The monument is a three tier raised platform located in the centre of Five Corners Square surrounded by a low post-and-chain style fence, it is made of reinforced concrete that has been painted white. On the lowest tier stands a pedestal bearing a plaque which reads;

Victims of the intervention of 1918–1920.
Murmansk workers and fishermen on the tenth anniversary of the October Revolution.
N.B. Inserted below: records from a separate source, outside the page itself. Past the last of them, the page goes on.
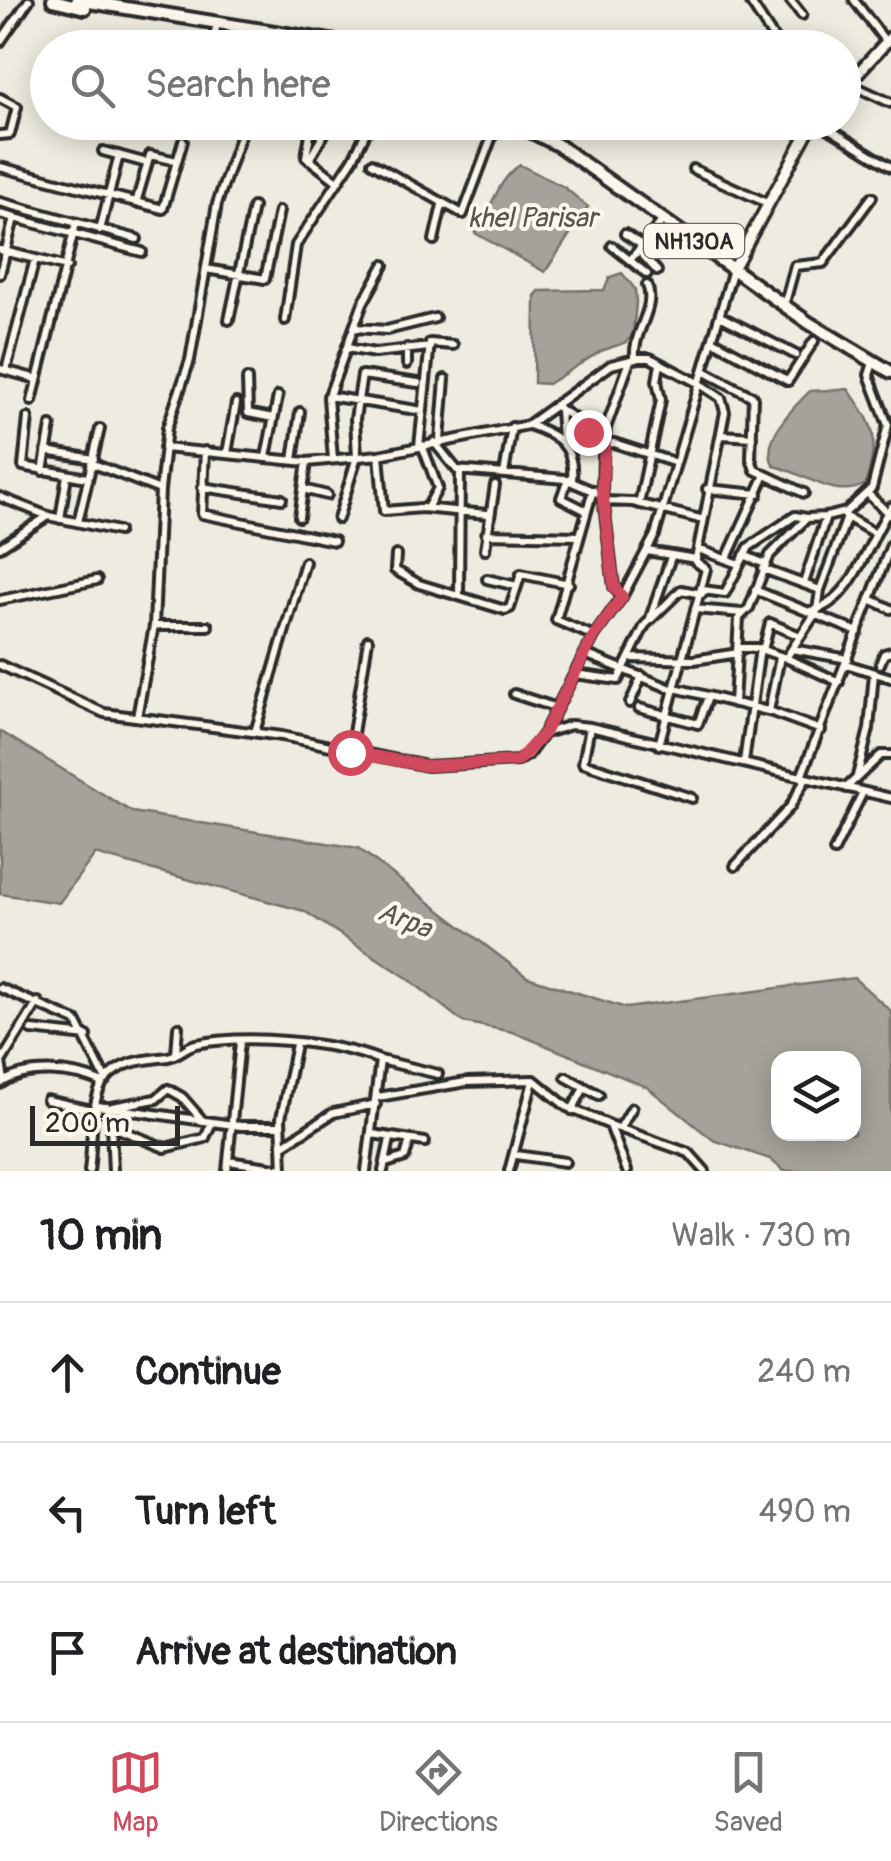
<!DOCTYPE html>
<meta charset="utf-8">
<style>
:root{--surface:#fff;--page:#f6f6f6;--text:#202124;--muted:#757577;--line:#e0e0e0;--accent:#d1495b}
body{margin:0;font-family:Pangolin,sans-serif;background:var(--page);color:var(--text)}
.controls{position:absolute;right:30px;bottom:30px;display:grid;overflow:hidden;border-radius:20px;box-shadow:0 5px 25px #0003}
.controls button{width:90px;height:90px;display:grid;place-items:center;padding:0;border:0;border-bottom:2px solid var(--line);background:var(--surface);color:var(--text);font:50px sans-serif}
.scale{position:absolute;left:30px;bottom:25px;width:150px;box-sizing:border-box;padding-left:10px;border:5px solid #2b2b2b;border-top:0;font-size:28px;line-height:35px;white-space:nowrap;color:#2b2b2b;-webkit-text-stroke:8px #fbf7ec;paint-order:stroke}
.stop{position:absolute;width:30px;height:30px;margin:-22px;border:8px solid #d1495b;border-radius:50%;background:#fff}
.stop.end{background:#d1495b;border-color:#fff;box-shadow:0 2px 10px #0008}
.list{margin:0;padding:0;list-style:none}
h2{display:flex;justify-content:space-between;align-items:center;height:130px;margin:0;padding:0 40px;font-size:42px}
h2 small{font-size:32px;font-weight:400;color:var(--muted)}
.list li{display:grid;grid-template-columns:65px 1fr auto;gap:30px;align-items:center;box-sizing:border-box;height:140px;padding:0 40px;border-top:2px solid var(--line)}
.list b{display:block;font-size:38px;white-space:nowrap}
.list em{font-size:32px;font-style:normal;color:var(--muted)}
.icon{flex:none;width:55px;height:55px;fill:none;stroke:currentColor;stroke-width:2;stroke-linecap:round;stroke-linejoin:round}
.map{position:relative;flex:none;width:891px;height:1171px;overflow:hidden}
.search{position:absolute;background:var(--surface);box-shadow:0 5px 25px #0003;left:30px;right:30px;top:30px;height:110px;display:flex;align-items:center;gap:25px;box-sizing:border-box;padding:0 35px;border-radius:55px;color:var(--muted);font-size:38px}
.sheet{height:550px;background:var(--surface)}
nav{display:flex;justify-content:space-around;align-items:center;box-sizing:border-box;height:140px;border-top:2px solid var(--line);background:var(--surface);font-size:28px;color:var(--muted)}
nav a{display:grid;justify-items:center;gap:5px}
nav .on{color:var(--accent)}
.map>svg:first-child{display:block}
</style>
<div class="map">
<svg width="891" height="1171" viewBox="0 0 891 1171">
<rect width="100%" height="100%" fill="#eeebe0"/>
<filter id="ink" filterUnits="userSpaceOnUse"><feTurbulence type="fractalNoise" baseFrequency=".01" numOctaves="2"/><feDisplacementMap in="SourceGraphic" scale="20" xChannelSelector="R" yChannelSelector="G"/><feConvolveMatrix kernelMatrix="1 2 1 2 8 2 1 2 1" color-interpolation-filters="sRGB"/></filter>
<g filter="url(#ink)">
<path fill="#a4a29a" stroke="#74726e" stroke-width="2.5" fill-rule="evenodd" d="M520,165l44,22 24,20 -43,65 -70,-39c15,-21 24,-56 45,-68z
M622,273l13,16 1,14 -3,30 -6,9 -26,9 -53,33 -14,-1 1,-87 4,-5 65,-1 6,-13z
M848,389c30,42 30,45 18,95 -33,17 -59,-11 -92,-18 -15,-26 20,-59 36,-75z
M0,731l132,81 226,36 169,129 99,31 228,-30 37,33v160h-107l-14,-12 -57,-19 -66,-53 -134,-55 -50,-10 -57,-45 -102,-66 -209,-57 -36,49 -59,-9zM778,1058h76v76h-76z"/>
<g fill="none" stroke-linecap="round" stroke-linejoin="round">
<g stroke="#2b2b2b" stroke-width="14">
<path id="minor" d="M749,0l31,48
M790,0l12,15
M854,0l32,42
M0,42l29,-42
M211,48l5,-20
M262,48l4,-19
M848,83l43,20
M0,98l17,9 -7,27 -10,1
M312,122l-6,35 32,25
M818,122l73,45
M103,151l44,12
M309,160l22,-38
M372,163l91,51 34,-91
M0,167l163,42 20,-68
M693,169l74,34
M0,202l137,37
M136,203l14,-48 27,6
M0,214l142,38
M100,230l19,-75
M625,234l18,12
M434,240l8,-35
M612,246l35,28
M0,250l67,17
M639,251l18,20
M631,259l32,-39
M206,269l59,10 14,-68
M0,274l14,-56
M786,299l9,-33 28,-3 49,-66
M722,317l74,38
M229,320l24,-113
M285,320l11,-75 57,-86 18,-37
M354,328l33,2 48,-12
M714,341l74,40 26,-40
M347,348l28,5 55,-6
M407,348v16
M635,359c-3,-27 22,-50 12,-74
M0,369l37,10
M6,370l29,-111
M704,371l49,26 -2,62 4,11 49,23
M247,379l1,34 25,5
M328,396l95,15
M32,401l44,-178
M557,407l48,32
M560,410l2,28
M28,418l-5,48 64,12
M529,425c30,10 46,21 43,55
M722,435l30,2
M440,440l5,-61
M434,442l23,28 108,9 37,16
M604,444l10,-1 59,19
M422,445l16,43 -11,20
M419,446l11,-103 23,2
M164,448l143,14 72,-7 149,-30 83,-60 28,-7h11l50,26 21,14 4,14 -29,147 -49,-8
M46,451l48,8
M205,451l-3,63 132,27
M227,453l9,-50
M379,455l5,56 38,-3 65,6
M266,457l12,-61
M333,459l-5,-61 35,-95 21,-38
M293,460l7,-48
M91,463l69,27
M43,471l8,-45
M504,474l8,-47
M568,479l-7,19 24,12
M202,487l80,12
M303,489l24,6
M707,489l51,5
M593,490l-37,130 38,16
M869,495l22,21
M0,497l48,19 70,15
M603,501l30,1 67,17
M639,504l22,-104 -4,-19 3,-17
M845,516l29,17
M299,517l8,-55
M60,519l7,-44
M338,519l19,-62 -2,-38 7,-44 56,8
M78,522l22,-93
M486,534l93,2
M0,547l48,-31
M698,549l41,15
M485,550l10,-65
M396,555l-1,15 24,14 86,26 5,-2 11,-34 48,10
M744,555l21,9
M727,558l38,-83
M763,569l57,21 27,-73
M487,579l30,7
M804,583l22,-66 20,-5 26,-24 16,-63 -19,-50 4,-12
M703,590l22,3 24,-46 46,-31 12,2
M755,590l103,42
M459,593l1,-123
M622,597l-8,-10 -12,-98 1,-32 3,-29 24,-67
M870,599l21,10
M0,600l97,-20
M695,609l47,4
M810,611c43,-7 59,-73 81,-104
M649,621l22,-64
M154,626h54
M738,648h19l29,10 31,-47 3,-21
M792,649l56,10
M763,650l7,-27 30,13
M585,654l89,36
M632,658l62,2 44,-7
M786,658l53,24
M846,664l45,14
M880,664l4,-10 7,-2
M0,665l104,48 178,23 145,30 91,-5 10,-6 16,-22 50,-97 28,-39 33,-62 78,-266
M575,674l43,6 27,-55 36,-35 21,4
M675,688l97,24 49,18
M514,694l43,14
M630,703l12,-27
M734,703l5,-85 10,-10 21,-53 37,-37 19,-1
M639,708l59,16 10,-27
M769,711l11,-54
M137,717l17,-91 6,-136 7,-62 23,-68 27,-156 28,-82
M590,727l-7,36 109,35
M255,732l50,-170
M545,733l26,-8 19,2 301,71
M659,745l47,-176 -11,-8
M350,752l18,-112
M744,762l16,-114
M857,776l12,-47 5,-56
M801,777l90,-232
M846,788l35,-33h10
M834,851l29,-59
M735,866l55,-59 16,-29
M0,988l76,33 30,59
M32,1030l55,6
M176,1054l2,-27
M380,1060l58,14
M566,1077l33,18
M4,1081l-3,-19 37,-60
M0,1084c27,-19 74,-14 103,-1
M378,1097l88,-15 68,-2 33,27 43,18 17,46
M47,1100l50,11
M97,1106l144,20h39
M107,1107l4,19 54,22 40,-10 7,-16
M112,1107l44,-8 12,-10 14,8 21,24
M572,1110l12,-22
M610,1125l79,28 16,18
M111,1126l2,45
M620,1128l12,-20
M372,1134l53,8
M282,1146l51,-33 43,-9
M516,1155l49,7
M228,1161l55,8
M386,1163l19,-6 4,-14
M89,1171c4,-25 0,-71 16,-91 17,-20 40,-20 63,-23 11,-2 18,-11 28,-13 51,-10 136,-3 184,16l-14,111
M227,1171l13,-129
M283,1171l-2,-53 15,-74
M383,1171l7,-32
M509,1171l24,-90"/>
</g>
<g stroke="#2b2b2b" stroke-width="16">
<path id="major" d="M844,88l47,-51
M733,269l80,-147"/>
</g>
<g stroke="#2b2b2b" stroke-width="18">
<path id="highway" d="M53,0l32,8
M77,0l296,48
M492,122l38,9 28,14 251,178 82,49"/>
</g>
<use href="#minor" stroke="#fbf7ec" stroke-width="6"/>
<use href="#major" stroke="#fbf7ec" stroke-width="9"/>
<use href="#highway" stroke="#fbf7ec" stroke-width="10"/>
</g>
</g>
<g fill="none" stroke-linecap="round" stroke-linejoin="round" filter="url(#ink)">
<path stroke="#d1495b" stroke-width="12" d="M350,752l77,14 91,-5 26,-28 50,-97 28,-39 -8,-10 -12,-98 3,-50 -17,-7"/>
</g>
<g text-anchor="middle" stroke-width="8" stroke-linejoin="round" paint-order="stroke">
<rect fill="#fbf7ec" stroke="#696865" stroke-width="2.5" x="644" y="224" width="100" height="34" rx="8"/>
<g font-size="22" font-weight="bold" fill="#2b2b2b">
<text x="694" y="249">NH130A</text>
</g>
<g font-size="28" font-style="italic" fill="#555552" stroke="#fbf7ec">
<text x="533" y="227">khel Parisar</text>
<text transform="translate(405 919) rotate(21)" y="10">Arpa</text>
</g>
</g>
</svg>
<div class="controls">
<button><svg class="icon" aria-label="layers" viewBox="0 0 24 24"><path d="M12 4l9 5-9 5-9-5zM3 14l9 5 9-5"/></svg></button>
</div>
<div class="scale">200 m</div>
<div class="stop" style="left:350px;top:752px"></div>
<div class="stop end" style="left:588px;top:432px"></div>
<div class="search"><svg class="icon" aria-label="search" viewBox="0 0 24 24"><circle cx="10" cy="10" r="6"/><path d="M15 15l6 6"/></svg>Search here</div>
</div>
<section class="sheet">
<h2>10 min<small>Walk · 730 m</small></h2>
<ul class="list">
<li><svg class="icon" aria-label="ahead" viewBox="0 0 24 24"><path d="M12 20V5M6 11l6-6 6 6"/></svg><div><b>Continue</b></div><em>240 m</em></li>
<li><svg class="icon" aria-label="left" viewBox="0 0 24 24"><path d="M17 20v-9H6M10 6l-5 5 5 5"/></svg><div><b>Turn left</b></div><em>490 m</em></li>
<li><svg class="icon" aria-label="arrive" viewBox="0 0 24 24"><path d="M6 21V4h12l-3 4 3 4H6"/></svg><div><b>Arrive at destination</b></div></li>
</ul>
</section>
<nav>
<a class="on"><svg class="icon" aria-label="map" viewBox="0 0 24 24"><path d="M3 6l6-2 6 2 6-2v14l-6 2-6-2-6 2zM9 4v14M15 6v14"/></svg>Map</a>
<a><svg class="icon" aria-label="directions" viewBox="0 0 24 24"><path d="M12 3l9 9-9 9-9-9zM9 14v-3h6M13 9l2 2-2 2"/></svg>Directions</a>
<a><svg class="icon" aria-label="saved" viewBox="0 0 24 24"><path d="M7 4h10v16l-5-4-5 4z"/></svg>Saved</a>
</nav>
The stairs to the second tier are located to the rear of the monument and feature a handrail which extends onto the platform. The stairs to the third tier are facing the front of the monument and begin on the second tier, like the steps to the second tier they feature a handrail which extends onto the platform. The square itself has two fountains, a number of benches, and several flower beds. The monument was built under the Constructivism design philosophy.